• Assignment: Starting at the first line, reproduce the listing below in full, exactly as given.

• Records shown:
--------------------------------------------------
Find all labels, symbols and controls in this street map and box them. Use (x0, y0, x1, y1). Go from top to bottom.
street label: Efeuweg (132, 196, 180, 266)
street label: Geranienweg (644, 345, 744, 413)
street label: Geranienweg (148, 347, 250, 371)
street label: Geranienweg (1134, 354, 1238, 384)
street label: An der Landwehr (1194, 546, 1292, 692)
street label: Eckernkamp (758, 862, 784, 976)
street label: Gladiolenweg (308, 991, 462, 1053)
--------------------------------------------------
• Solution to the exercise:
Find all labels, symbols and controls in this street map and box them. Use (x0, y0, x1, y1). Go from top to bottom.
street label: Efeuweg (132, 196, 180, 266)
street label: Geranienweg (644, 345, 744, 413)
street label: Geranienweg (148, 347, 250, 371)
street label: Geranienweg (1134, 354, 1238, 384)
street label: An der Landwehr (1194, 546, 1292, 692)
street label: Eckernkamp (758, 862, 784, 976)
street label: Gladiolenweg (308, 991, 462, 1053)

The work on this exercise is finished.